According to the authors, both approaches to learning create barriers for non-traditional students. Kieran & Anderson (2018) describe aspects of UDL and CRT for their combination and “further guide educators in making decisions based on the specific attributes of diverse learners in their classrooms” (Kieran & Anderson, 2018, p. 3). As a result, the authors identify the aspects that need to be practiced when applying a particular approach. They include the perception of students as individuals with their cultural, social, and linguistic characteristics, skills, and preferences. The teacher needs to focus on strengths rather than deficits in order to facilitate the development of the student’s knowledge. Additionally, teachers need to be “aware of their personal biases to ensure high expectations of every learner and encourage their diverse students’ cultural capital from a strength-based perspective” (Kieran & Anderson, 2018, p. 12). According to the authors, the combination of UDL and CRT provides the most complete attention to all aspects of classroom diversity. Enhancing UDL with CRT principles is essential for proactive planning to meet the needs of all students in a modern classroom.
In my opinion, the point of view described in the article is the most relevant within the framework of modern diversity. Teachers need to take into account all the characteristics of students, including their learning and cultural features. At EDF 2085, we discussed exceptionalities and how they affect the learning process and student outcomes. The combination of the two approaches described in the article presupposes attention to the greatest number of aspects of diversity and also presupposes the awareness and engagement of the teacher. After reading the article, I learned to myself that I was attracted to finding the most effective teaching practices which would focus on the needs of each student. I am interested in how one can combine the characteristics of each person within the classroom for better outcomes. The article also helped me develop a broader perspective on learning techniques that can be combined.
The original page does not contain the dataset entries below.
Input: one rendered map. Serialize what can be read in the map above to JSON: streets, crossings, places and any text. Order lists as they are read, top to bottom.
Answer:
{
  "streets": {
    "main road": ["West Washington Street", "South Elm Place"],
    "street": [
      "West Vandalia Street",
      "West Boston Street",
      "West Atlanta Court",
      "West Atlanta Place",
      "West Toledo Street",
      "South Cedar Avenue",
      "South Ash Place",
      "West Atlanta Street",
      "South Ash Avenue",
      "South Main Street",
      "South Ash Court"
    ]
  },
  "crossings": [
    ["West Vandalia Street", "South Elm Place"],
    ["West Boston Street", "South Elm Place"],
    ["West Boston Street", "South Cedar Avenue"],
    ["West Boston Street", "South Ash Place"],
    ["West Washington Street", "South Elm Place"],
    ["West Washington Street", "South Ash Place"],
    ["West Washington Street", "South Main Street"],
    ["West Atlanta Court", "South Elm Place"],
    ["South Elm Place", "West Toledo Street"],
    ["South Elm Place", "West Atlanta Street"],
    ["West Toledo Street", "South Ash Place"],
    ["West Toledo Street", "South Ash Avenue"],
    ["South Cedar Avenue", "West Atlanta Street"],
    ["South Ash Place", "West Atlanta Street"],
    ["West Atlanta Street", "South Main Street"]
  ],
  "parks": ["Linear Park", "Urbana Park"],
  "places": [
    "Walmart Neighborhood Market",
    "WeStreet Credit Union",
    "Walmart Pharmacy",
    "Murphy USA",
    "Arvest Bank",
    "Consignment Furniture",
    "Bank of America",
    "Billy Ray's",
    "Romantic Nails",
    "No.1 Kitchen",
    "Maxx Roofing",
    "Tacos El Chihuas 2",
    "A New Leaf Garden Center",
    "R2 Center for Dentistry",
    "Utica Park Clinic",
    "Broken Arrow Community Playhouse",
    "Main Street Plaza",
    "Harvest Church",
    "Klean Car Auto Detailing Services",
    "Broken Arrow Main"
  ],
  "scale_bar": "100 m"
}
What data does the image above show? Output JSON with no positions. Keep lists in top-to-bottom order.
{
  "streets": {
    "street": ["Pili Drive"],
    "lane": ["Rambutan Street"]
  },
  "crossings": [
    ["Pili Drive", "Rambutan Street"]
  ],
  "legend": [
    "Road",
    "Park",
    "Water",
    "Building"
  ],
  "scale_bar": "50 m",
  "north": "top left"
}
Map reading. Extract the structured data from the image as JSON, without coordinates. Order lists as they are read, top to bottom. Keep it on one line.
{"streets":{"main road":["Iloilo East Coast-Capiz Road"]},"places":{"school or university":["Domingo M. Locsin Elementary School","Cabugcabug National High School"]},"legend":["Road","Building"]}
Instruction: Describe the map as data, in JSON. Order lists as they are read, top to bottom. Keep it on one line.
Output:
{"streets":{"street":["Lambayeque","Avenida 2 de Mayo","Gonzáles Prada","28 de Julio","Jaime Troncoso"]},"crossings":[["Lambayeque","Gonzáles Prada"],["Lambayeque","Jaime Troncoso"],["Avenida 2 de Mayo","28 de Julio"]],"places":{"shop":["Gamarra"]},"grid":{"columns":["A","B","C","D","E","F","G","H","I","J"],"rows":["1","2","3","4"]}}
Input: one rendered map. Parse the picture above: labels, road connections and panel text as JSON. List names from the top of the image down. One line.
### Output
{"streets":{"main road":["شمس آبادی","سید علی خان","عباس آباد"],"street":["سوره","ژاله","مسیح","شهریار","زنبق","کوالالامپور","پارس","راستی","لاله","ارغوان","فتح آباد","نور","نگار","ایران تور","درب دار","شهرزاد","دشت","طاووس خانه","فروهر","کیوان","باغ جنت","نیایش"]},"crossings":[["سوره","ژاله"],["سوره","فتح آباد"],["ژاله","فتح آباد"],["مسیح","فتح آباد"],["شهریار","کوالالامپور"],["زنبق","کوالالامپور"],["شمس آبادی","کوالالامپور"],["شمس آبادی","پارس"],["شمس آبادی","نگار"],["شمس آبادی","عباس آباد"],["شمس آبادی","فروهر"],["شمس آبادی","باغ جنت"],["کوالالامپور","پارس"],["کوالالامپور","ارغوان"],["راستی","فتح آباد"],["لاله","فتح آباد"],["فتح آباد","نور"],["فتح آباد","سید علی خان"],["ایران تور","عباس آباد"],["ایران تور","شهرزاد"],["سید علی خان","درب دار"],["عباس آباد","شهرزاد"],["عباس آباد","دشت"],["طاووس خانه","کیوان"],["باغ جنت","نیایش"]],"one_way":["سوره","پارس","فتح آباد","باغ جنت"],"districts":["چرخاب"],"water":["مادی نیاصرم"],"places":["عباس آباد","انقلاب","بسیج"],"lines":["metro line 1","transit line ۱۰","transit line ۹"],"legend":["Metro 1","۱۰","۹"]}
The results of this article had a positive impact on me, as I realized that it was possible to go beyond approaches and use different details in order to achieve the best result for students. The Florida Educational Accomplished Practices instruct that an educator should create a “student-centered learning environment” (“6A-5.065. The Educator Accomplished Practices,” n. d.). Under these guidelines, I would apply this article to real-life teaching to create an inclusive classroom environment. The combination of different techniques will allow me to address the greatest number of student characteristics and create a safe environment for them. As a result, I acquired the skills to assess the needs of students, as well as attention not only to their learning but also to cultural, social, and linguistic characteristics. Moreover, I learned aspects of both techniques and realized which of them is most useful in the classroom.
6A-5.065. The Educator Accomplished Practices. (n. d.). eLaws. Web.
Kieran, L., & Anderson, C. (2018). Connecting universal design for learning with culturally responsive teaching. Education and Urban Society, 51(3), 1-15. Web.